A deeper look at viewmastR

A Deeper Look at `viewmastR`

Before diving into how viewmastR works, let’s first set up the necessary environment and go through essential functions to streamline your training and analysis workflow.

1. Installing Rust

Before using viewmastR, you’ll need an updated installation of Rust, as it’s a core dependency. Follow the instructions on the official Rust installation page to set up Rust on your system.

2. Installing `viewmastR`

Once Rust is installed, you can install viewmastR directly from GitHub.
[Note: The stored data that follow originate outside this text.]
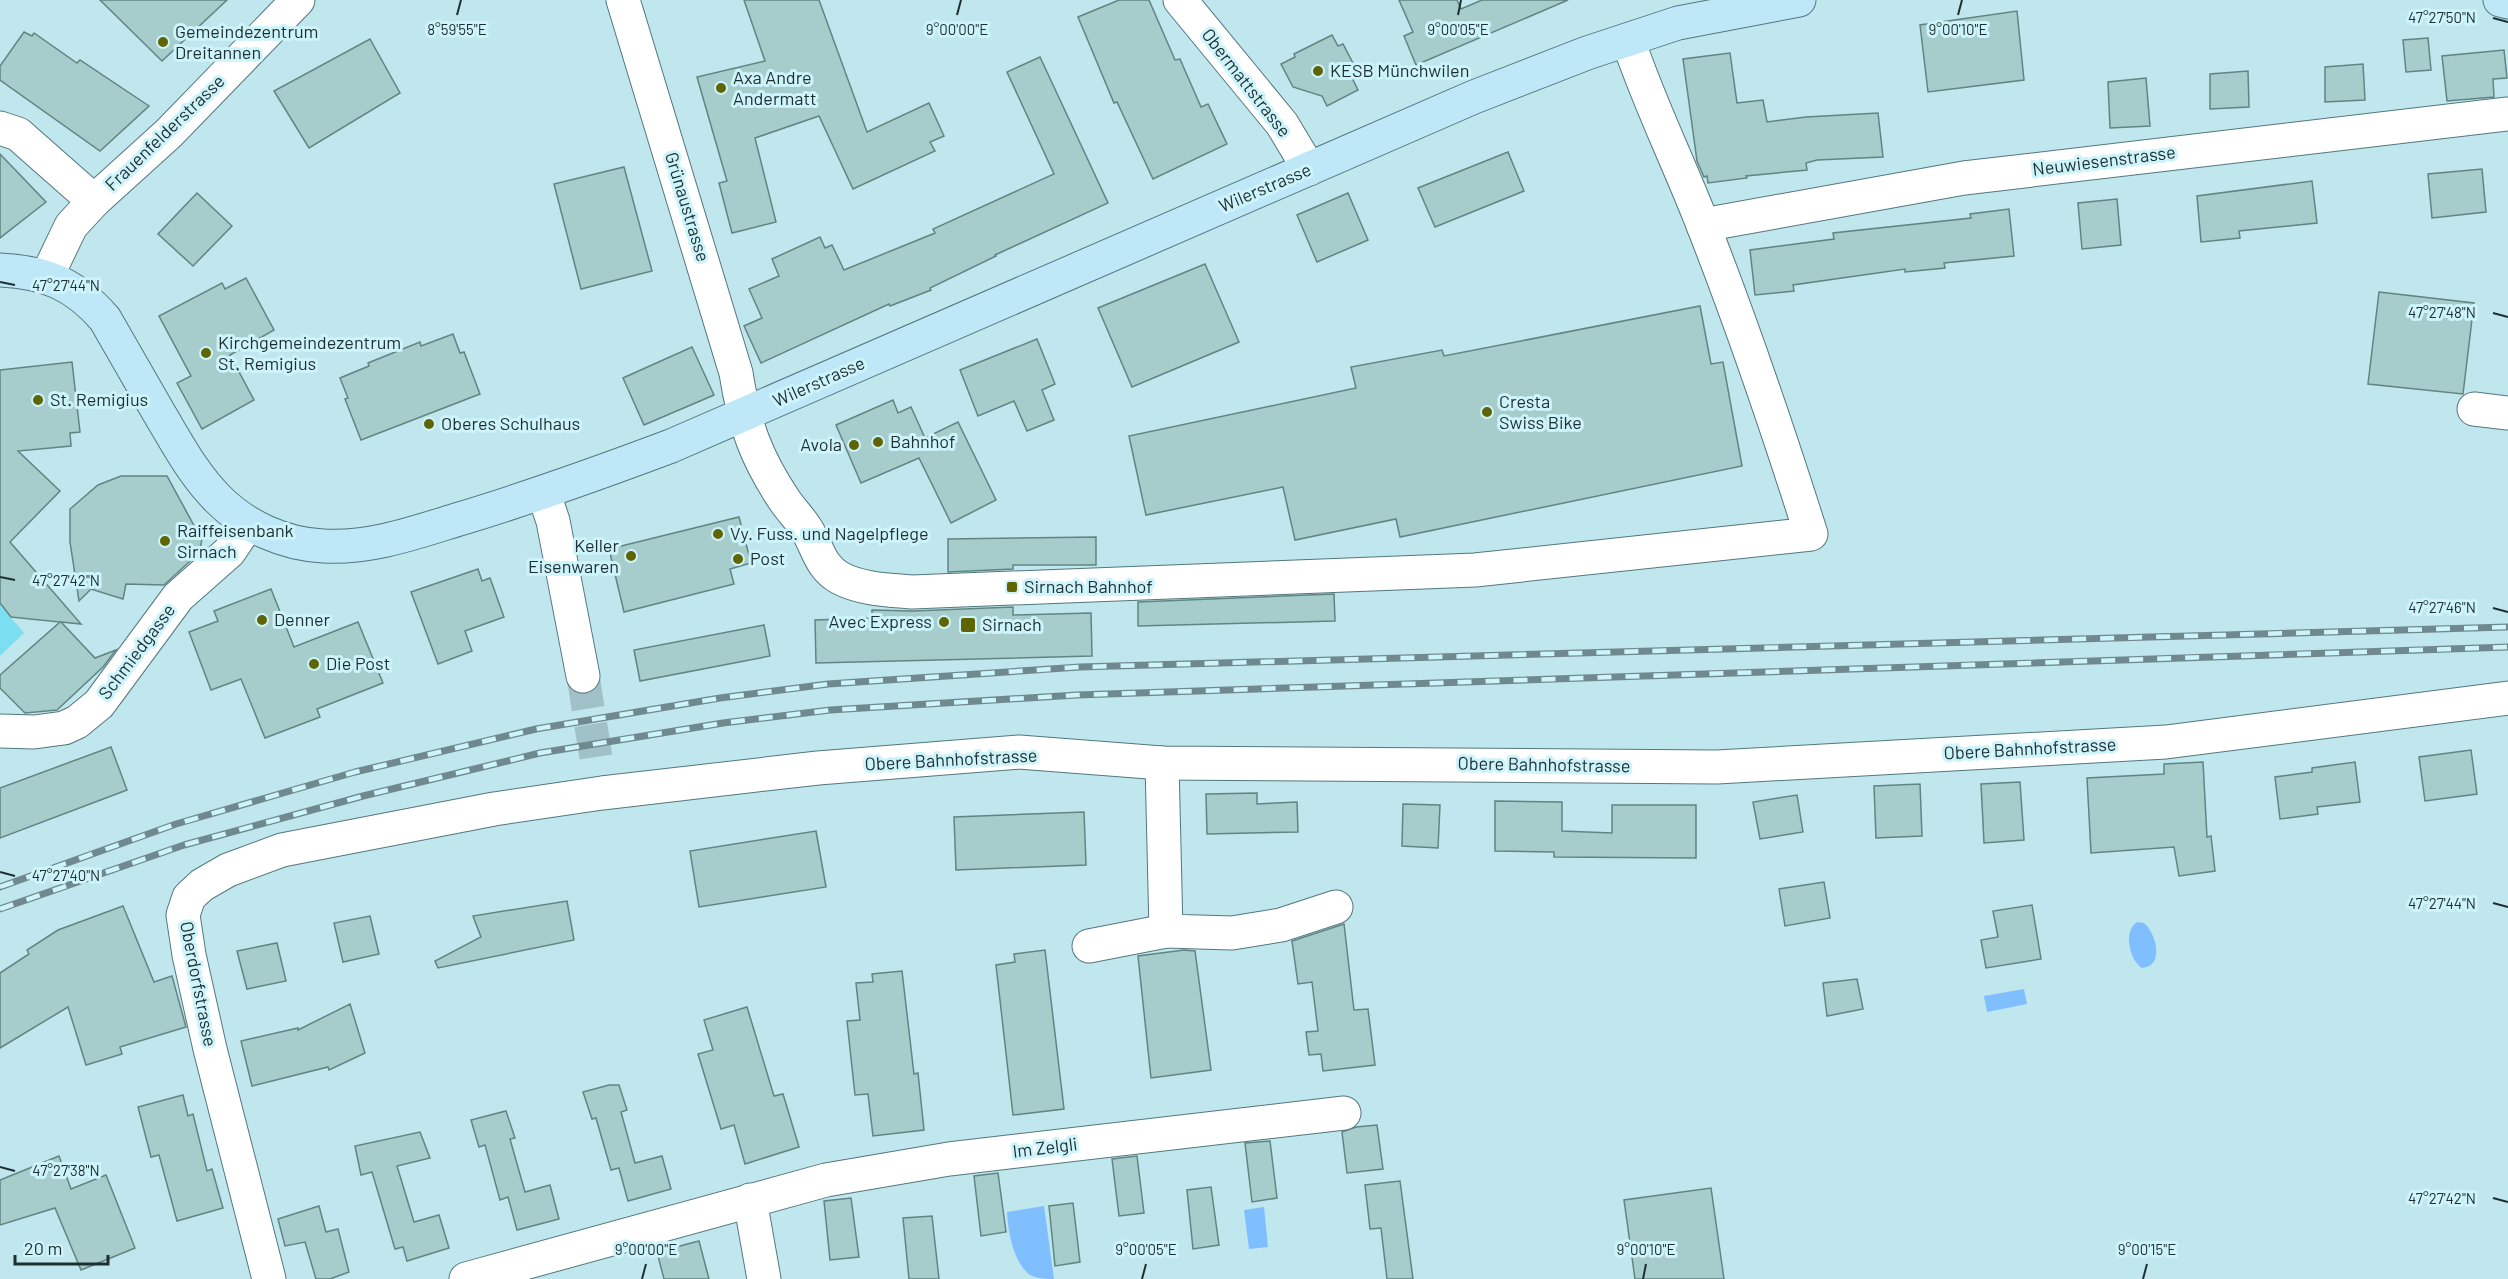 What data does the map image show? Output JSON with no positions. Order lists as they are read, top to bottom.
{
  "streets": {
    "main road": ["Wilerstrasse"],
    "street": [
      "Obermattstrasse",
      "Frauenfelderstrasse",
      "Neuwiesenstrasse",
      "Grünaustrasse",
      "Schmiedgasse",
      "Obere Bahnhofstrasse",
      "Oberdorfstrasse",
      "Im Zelgli"
    ]
  },
  "crossings": [
    ["Obermattstrasse", "Wilerstrasse"],
    ["Neuwiesenstrasse", "Grünaustrasse"],
    ["Wilerstrasse", "Grünaustrasse"],
    ["Obere Bahnhofstrasse", "Oberdorfstrasse"]
  ],
  "places": {
    "other": [
      "Gemeindezentrum Dreitannen",
      "KESB Münchwilen",
      "Axa Andre Andermatt",
      "Kirchgemeindezentrum St. Remigius",
      "St. Remigius",
      "Cresta Swiss Bike",
      "Oberes Schulhaus",
      "Bahnhof",
      "Avola",
      "Vy. Fuss. und Nagelpflege",
      "Raiffeisenbank Sirnach",
      "Keller Eisenwaren",
      "Post",
      "Denner",
      "Avec Express",
      "Die Post"
    ],
    "transit": ["Sirnach Bahnhof", "Sirnach"]
  },
  "scale_bar": "20 m",
  "coordinates": [
    "47°27'50\"N",
    "8°59'55\"E",
    "9°00'00\"E",
    "9°00'05\"E",
    "9°00'10\"E",
    "47°27'44\"N",
    "47°27'48\"N",
    "47°27'42\"N",
    "47°27'46\"N",
    "47°27'40\"N",
    "47°27'38\"N",
    "9°00'15\"E"
  ]
}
Ensure you have the devtools package installed, and then use the following command:

devtools::install_github("furlan-lab/viewmastR")

3. Viewing the Training History

viewmastR tracks key data during the training process, which can be accessed by setting the return_type parameter to "list". This returns: 1. The query object with predicted cell types. 2. The training results.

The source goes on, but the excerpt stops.